The book is an engaging memoir that deftly weaves hilarious episodes from the author's life, includes learned observations on the interdependence of insects and plants, and juxtaposes serious environmental issues with World War II trivia.

Book review: 'Butterflies On The Roof Of The World: A Memoir'

Book: Butterflies On The Roof Of The World: A Memoir
Author: Peter Smetacek
Publisher: Aleph
Pages: 224
Price: Rs495

High in the Western Himalayas lives a man with an obsession. Often courting danger, he explores uncharted, sometimes treacherous terrain, accepting with good humour the challenges thrown his way, including the “inevitable poverty and tribulation” that follow, for his chosen path is “not a regular career option”, especially for someone without formal training. But apart from firm resolve, what sustains Peter Smetacek’s passion is the thrill of discovery that has spurred him on since his first failed attempt as a boy to catch a butterfly (it was an Orange Oakleaf, “one of the prizes of the insect world”).

Butterflies On The Roof Of The World is an engaging memoir that deftly weaves hilarious episodes from the author’s life, includes learned observations on the interdependence of insects and plants, and juxtaposes serious environmental issues with World War II trivia.

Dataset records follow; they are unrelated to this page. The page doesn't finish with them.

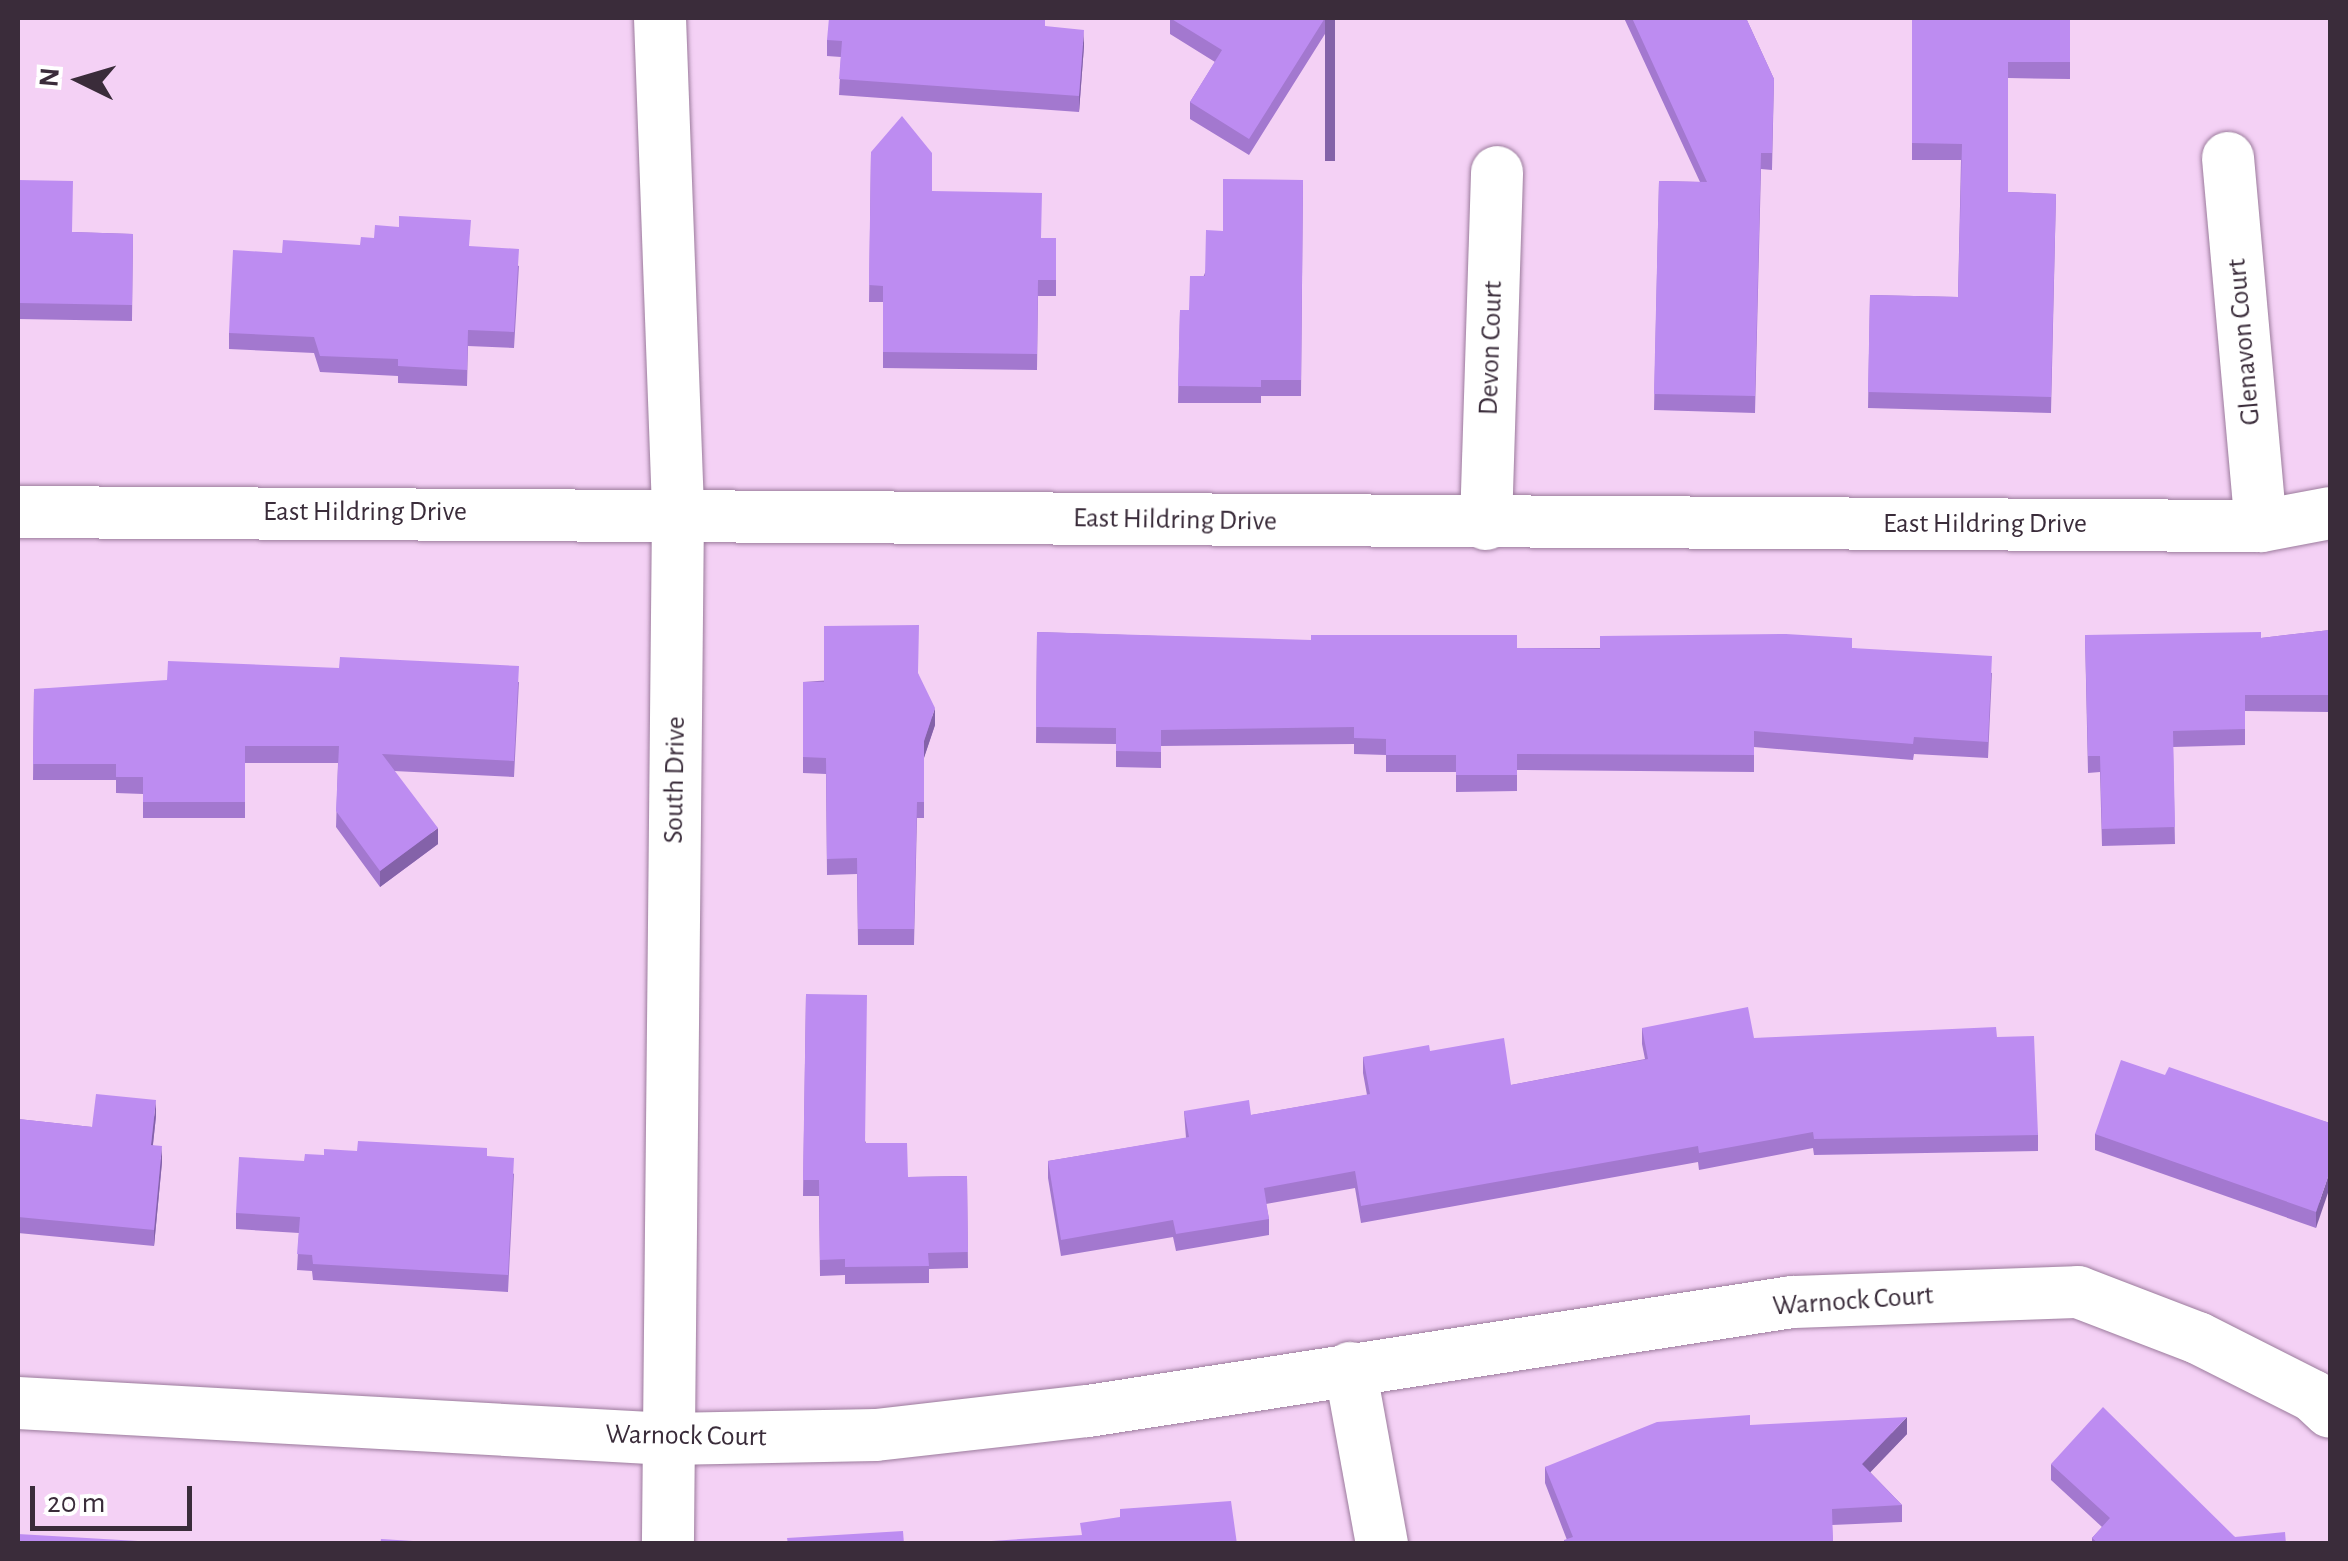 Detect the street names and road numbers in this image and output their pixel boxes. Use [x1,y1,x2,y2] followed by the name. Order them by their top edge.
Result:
[2220,257,2268,427] street label: Glenavon Court
[1472,280,1510,416] street label: Devon Court
[263,495,467,529] street label: East Hildring Drive
[1073,501,1277,539] street label: East Hildring Drive
[1883,507,2087,541] street label: East Hildring Drive
[657,716,693,844] street label: South Drive
[1771,1279,1935,1323] street label: Warnock Court
[605,1418,767,1454] street label: Warnock Court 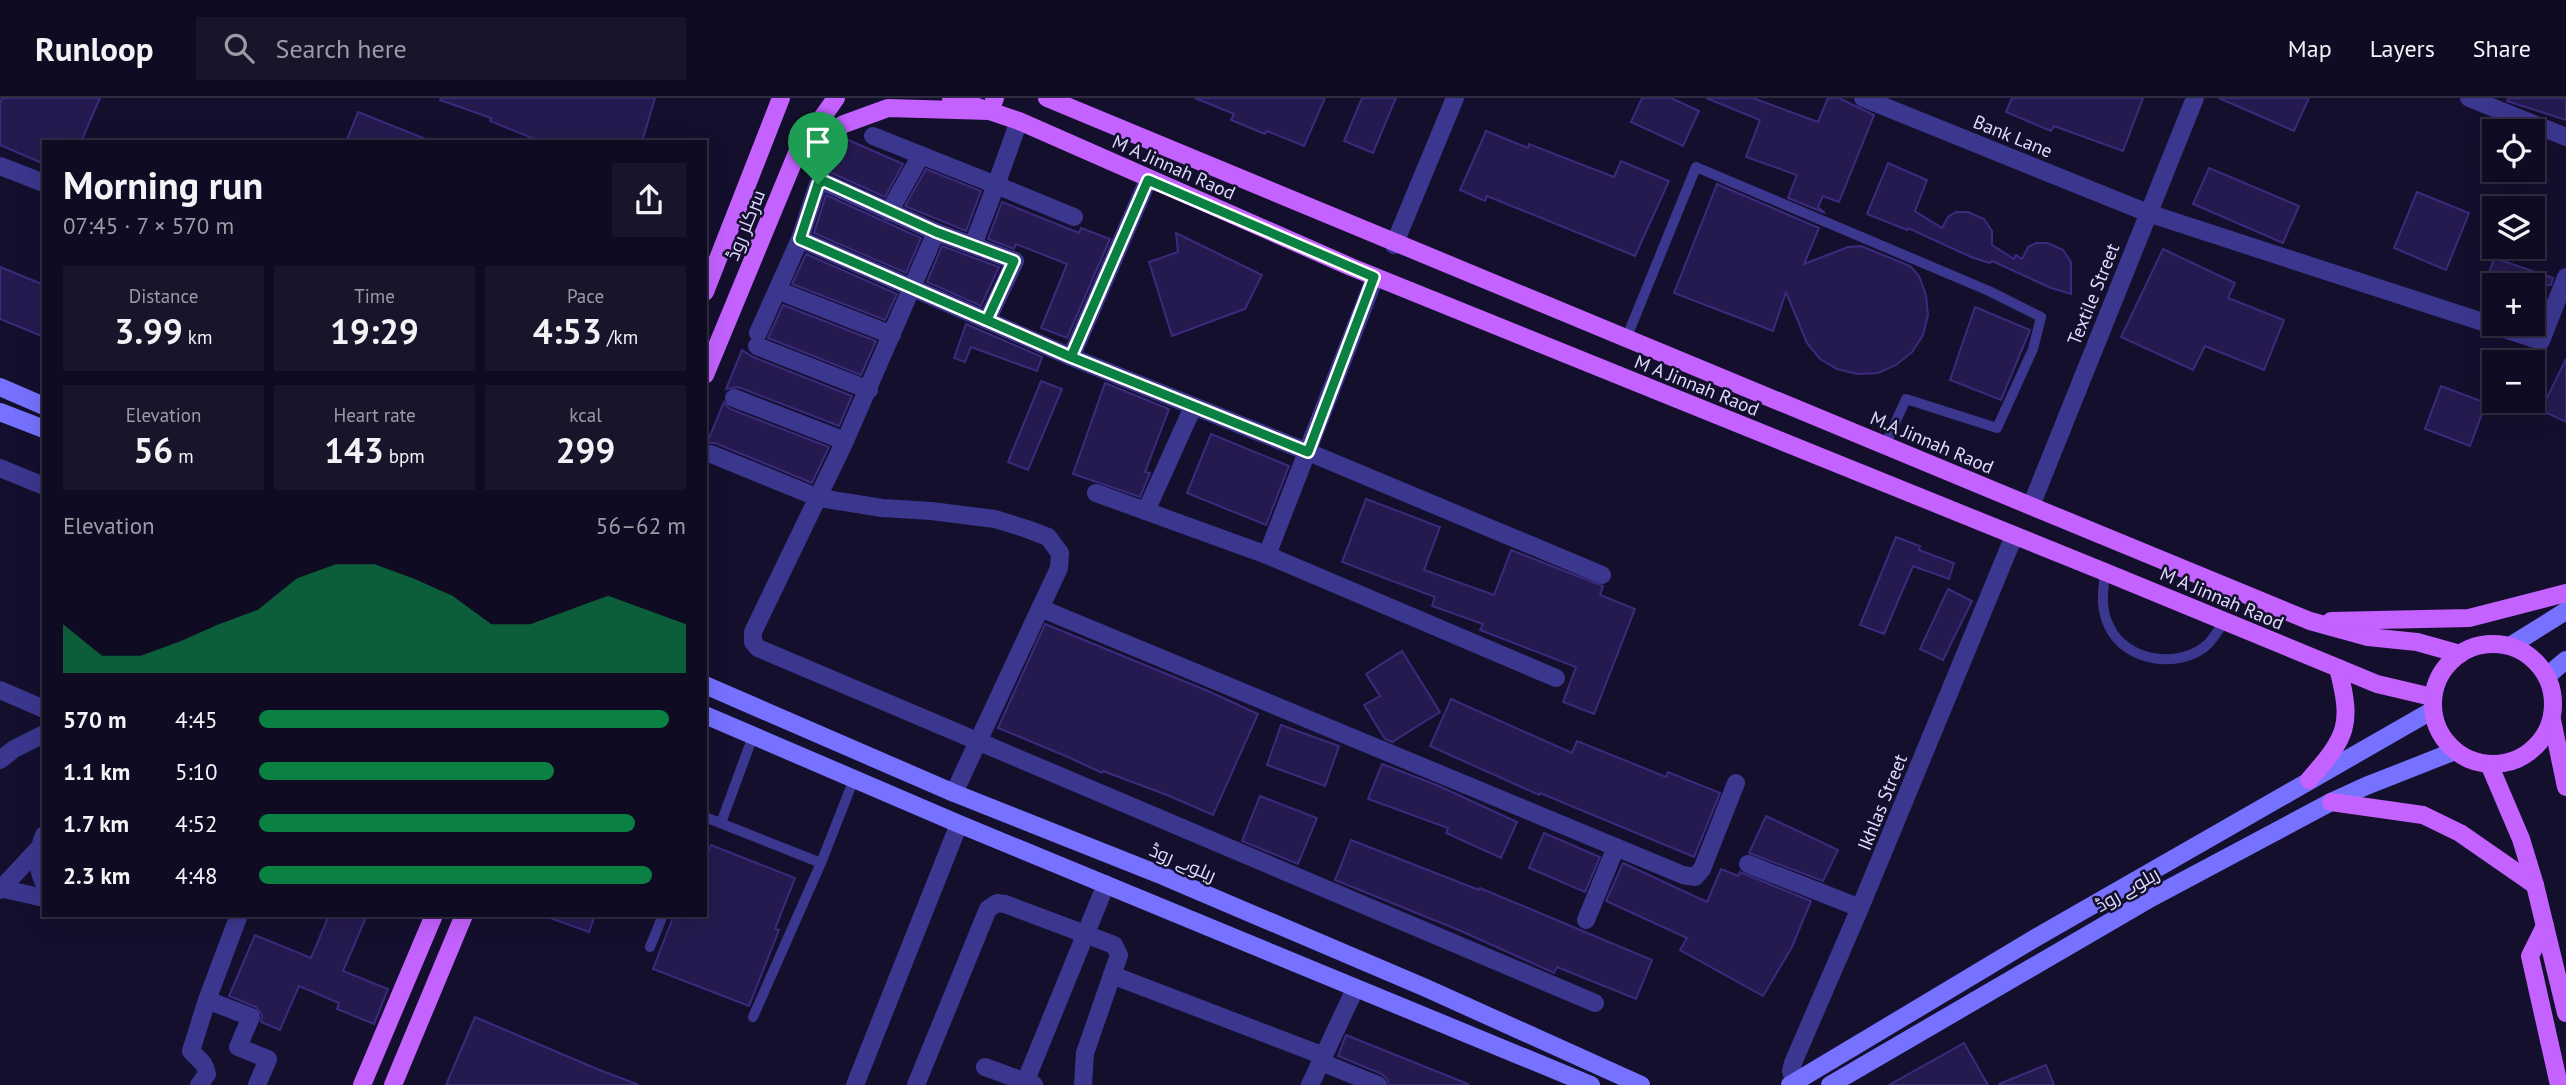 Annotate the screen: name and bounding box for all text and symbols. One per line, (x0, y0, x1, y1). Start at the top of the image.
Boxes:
search box (196, 17, 686, 80)
text: Runloop (35, 27, 154, 70)
icon: search (220, 29, 258, 67)
text: Search here (276, 32, 407, 65)
text: Map (2288, 33, 2332, 64)
text: Layers (2370, 33, 2435, 64)
text: Share (2473, 33, 2531, 64)
street label: Bank Lane (1970, 109, 2056, 163)
pin (788, 112, 848, 184)
map controls (2482, 119, 2545, 413)
button: locate (2482, 119, 2545, 182)
icon: arrive (799, 123, 837, 161)
street label: M A Jinnah Raod (1109, 129, 1239, 205)
text: Morning run (63, 160, 263, 209)
button: share (612, 163, 686, 237)
street label: سرکلر روڈ (720, 186, 770, 264)
button: layers (2482, 196, 2545, 259)
text: 07:45 · 7 × 570 m (63, 211, 234, 240)
street label: Textile Street (2062, 239, 2124, 348)
button: + (2482, 273, 2545, 336)
text: Distance (129, 284, 198, 308)
text: Time (354, 284, 395, 308)
text: Pace (567, 284, 604, 308)
text: 3.99 (115, 308, 183, 354)
text: 19:29 (330, 308, 419, 354)
text: 4:53 (533, 308, 602, 354)
text: km (183, 325, 212, 349)
text: /km (602, 325, 638, 349)
street label: M A Jinnah Raod (1631, 349, 1763, 421)
button: − (2482, 350, 2545, 413)
text: Elevation (126, 403, 201, 427)
text: Heart rate (333, 403, 416, 427)
text: kcal (569, 403, 602, 427)
street label: M.A Jinnah Raod (1867, 405, 1997, 479)
text: 56 (133, 427, 173, 473)
text: 143 (324, 427, 384, 473)
text: 299 (556, 427, 615, 473)
text: m (173, 444, 194, 468)
text: bpm (384, 444, 425, 468)
text: Elevation (63, 511, 155, 540)
text: 56–62 m (596, 511, 686, 540)
street label: M A Jinnah Raod (2156, 561, 2288, 635)
text: 570 m (63, 705, 126, 734)
text: 4:45 (175, 705, 218, 734)
street label: Ikhlas Street (1852, 750, 1912, 854)
text: 1.1 km (63, 757, 130, 786)
text: 5:10 (175, 757, 218, 786)
text: 1.7 km (63, 809, 129, 838)
text: 4:52 (175, 809, 218, 838)
street label: ریلوے روڈ (1146, 837, 1220, 887)
text: 2.3 km (63, 861, 130, 890)
text: 4:48 (175, 861, 218, 890)
street label: ریلوے روڈ (2091, 861, 2163, 917)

Smetacek flits gracefully between, say, the variations in size, colour and pattern that can occur with seasonal changes in a species of butterfly, to tales of famous lepidopterists like Nikolai Romanov, first cousin of Russia’s Tsar Alexander III, who had quietly collaborated with a British counterpart on a micro-moth project despite a political face-off between their two countries. We learn of “motion camouflage”, a form of self-defence practiced by dragonflies that is being studied by modern air forces and of “caterpillar mushrooms” that contain Cordyceptin, a steroid undetected in dope tests and sold for millions of dollars on the international market.

Smetacek’s prose is livened by a sense of humour that is endearing. If the author is any indication, lepidopterists are anything but a bunch of crashing bores; they’re eccentric to the back teeth.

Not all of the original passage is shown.